Am I missing something?

sashkello
  • 17,306
  • 24
  • 81
  • 109
Tez
  • 517
  • 1
  • 7
  • 16
  • What happens when you want to limit it to certain values later? And you generally shouldn't need direct access to members anyway. – chris Apr 18 '13 at 02:52
  • 3
    A true OO person would say that making getters and setters for every variable is a mistake. – Pace Apr 18 '13 at 02:54
  • @chris that's a very good point, I didn't think of that. – Tez Apr 18 '13 at 02:58
  • 1
    Read a book on Object Oriented Programming, and while you're at it, get the people giving you the bad advice to read one too. Or, if you're not interested in Object Oriented programming, ignore them and program how you feel is most effective. – Benjamin Lindley Apr 18 '13 at 02:58
  • 2
    This question has been asked many times: http://stackoverflow.com/questions/1568091/why-use-getters-and-setters – sashkello Apr 18 '13 at 02:59
  • OO is overrated, the bunch of the serious and critical software is written in C with structs and public members ;) – dtech Apr 18 '13 at 02:59
  • See http://cafe.elharo.com/programming/a-square-is-not-a-rectangle/ for an example of the pitfalls of setters. The same logic applies to public member variables - they're both code smells. – Mark Ransom Apr 18 '13 at 03:29

2 Answers2

4

Using get/set functions gives you flexibility to change your class implementation later without having to change all code which accesses the class.

For example, you might change the type of one of your internal variables, or you want to add restrictions on what values a variable can be set to. Perhaps you might want to only calculate a value on demand.

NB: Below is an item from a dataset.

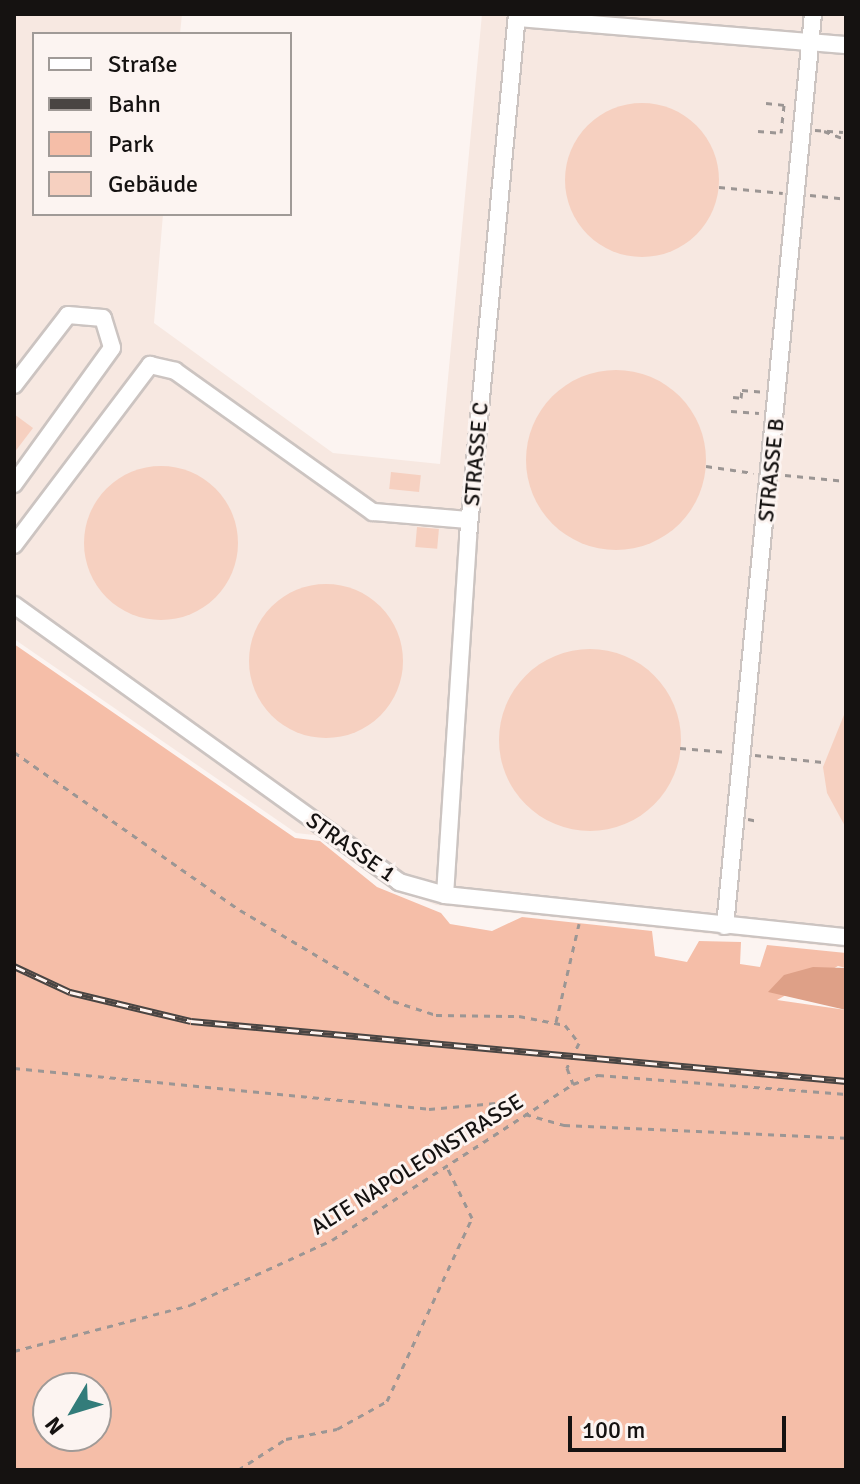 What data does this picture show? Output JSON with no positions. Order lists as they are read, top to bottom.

Also, you can make a get/set function non-inline, and put a breakpoint on it.

Muscles
  • 471
  • 4
  • 12
  • If you change the type of the var, then all the code which accesses the class through the getter/setter *would* also need to be changed. – user93353 Apr 18 '13 at 03:04
  • @user93353: Not necessarily. You could change storage from int to String (bad example), and keep your getter/setter ints. Or change from five separate boolean fields to a byte used as a bitfield (maybe better example). – Thilo Apr 18 '13 at 03:10
  • 3
    @user93353: Then you're doing it wrong. You don't change the signature of your getters/setters, no matter what the internal implementation consists of. If you find your self needing to, then you designed your class wrong in the first place. And if you're serious about OO, then you need to learn from that mistake and take more time designing your class interfaces *before* you decide on *any* implementation details. – Benjamin Lindley Apr 18 '13 at 03:12
  • @BenjaminLindley: and only embark on trying to define public interfaces after having gone through a couple of implementations (both of the interface, and of code that uses the interface) to validate the design. Test-driven helps here, too. So at first, keep your API as private as possible, go public once it works. After going public, it's hard to change. – Thilo Apr 18 '13 at 03:19
  • @BenjaminLindley - well yeah, when I read Muscles post I was commenting on a change like int to float. Anyway, you don't need to convince me. All my variables are private - never even protected. – user93353 Apr 18 '13 at 12:47
2

Making public variables is a very bad practice(in OO), because if you want to add any functionality or restrictions you will have to find all the code that accesses your class and replace that.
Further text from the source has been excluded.